TASK STATEMENT >>
Scan the listing below for lines with the word "Gana". Report how many there are, as a number alone.

RECORDED DATA >>

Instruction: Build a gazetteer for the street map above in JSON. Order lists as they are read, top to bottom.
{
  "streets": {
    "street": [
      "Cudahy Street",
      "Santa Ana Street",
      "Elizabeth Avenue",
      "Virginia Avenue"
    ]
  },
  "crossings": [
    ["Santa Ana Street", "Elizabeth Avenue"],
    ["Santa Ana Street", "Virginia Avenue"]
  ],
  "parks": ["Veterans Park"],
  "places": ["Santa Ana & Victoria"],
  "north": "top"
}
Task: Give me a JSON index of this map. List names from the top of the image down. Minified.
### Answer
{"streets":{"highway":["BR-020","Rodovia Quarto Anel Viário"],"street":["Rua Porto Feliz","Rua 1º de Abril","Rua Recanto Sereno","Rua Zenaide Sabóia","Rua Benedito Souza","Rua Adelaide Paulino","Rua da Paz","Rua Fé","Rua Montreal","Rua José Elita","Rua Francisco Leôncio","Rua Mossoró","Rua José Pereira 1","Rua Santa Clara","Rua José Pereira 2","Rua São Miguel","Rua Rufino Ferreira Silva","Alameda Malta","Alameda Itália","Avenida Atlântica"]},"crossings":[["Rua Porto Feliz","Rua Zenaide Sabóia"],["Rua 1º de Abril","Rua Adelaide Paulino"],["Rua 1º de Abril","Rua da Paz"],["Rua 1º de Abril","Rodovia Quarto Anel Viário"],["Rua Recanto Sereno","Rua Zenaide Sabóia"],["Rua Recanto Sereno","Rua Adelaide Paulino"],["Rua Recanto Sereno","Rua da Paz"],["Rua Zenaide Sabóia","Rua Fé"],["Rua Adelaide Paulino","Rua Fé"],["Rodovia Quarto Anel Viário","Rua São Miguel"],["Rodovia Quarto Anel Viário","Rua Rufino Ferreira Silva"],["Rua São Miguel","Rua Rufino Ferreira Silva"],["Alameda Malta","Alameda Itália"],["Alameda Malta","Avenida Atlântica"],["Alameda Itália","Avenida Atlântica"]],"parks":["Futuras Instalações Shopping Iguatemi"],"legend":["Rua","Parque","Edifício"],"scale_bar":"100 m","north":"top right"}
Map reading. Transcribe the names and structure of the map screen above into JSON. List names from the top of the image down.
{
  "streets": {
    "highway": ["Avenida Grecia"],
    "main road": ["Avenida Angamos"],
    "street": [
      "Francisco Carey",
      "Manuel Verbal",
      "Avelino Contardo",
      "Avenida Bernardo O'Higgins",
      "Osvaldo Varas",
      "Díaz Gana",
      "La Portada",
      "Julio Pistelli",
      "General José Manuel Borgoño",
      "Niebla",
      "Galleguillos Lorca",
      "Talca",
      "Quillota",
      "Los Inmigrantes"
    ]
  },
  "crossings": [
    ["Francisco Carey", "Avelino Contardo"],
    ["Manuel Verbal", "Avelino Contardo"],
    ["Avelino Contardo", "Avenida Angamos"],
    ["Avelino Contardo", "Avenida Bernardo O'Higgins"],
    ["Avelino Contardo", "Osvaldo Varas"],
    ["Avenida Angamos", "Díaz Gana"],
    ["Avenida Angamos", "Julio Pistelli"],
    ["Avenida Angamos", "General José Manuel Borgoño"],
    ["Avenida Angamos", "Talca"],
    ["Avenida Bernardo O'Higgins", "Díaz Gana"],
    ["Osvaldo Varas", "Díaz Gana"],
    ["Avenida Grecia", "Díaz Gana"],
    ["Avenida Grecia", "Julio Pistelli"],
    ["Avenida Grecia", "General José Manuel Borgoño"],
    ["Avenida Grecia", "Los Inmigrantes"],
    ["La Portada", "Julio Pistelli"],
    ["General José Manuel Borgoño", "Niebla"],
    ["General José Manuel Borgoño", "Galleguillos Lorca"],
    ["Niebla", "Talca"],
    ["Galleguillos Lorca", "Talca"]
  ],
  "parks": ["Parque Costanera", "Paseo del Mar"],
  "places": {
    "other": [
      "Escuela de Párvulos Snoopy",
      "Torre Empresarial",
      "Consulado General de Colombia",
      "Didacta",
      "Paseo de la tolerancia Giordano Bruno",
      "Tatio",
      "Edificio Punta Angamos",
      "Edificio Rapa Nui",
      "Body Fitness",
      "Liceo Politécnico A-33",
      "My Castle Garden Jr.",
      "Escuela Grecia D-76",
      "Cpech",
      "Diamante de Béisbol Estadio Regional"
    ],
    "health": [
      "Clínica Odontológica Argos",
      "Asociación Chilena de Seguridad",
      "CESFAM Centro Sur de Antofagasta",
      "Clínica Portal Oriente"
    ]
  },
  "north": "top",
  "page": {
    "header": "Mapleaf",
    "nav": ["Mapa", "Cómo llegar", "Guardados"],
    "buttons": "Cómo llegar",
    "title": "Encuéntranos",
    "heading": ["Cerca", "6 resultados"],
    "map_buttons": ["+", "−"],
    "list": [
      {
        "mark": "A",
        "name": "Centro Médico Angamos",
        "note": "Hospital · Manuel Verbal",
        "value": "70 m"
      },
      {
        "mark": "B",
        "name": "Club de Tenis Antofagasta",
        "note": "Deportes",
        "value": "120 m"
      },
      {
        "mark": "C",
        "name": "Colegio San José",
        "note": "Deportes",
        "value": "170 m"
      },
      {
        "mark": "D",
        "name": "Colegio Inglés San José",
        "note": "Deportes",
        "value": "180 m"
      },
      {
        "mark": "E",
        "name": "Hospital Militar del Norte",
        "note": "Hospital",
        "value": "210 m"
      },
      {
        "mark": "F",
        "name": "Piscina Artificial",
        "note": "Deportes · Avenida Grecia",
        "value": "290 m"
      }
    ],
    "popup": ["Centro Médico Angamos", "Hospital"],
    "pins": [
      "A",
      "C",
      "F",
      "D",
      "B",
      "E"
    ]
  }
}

RESPONSE TO THE TASK >>
5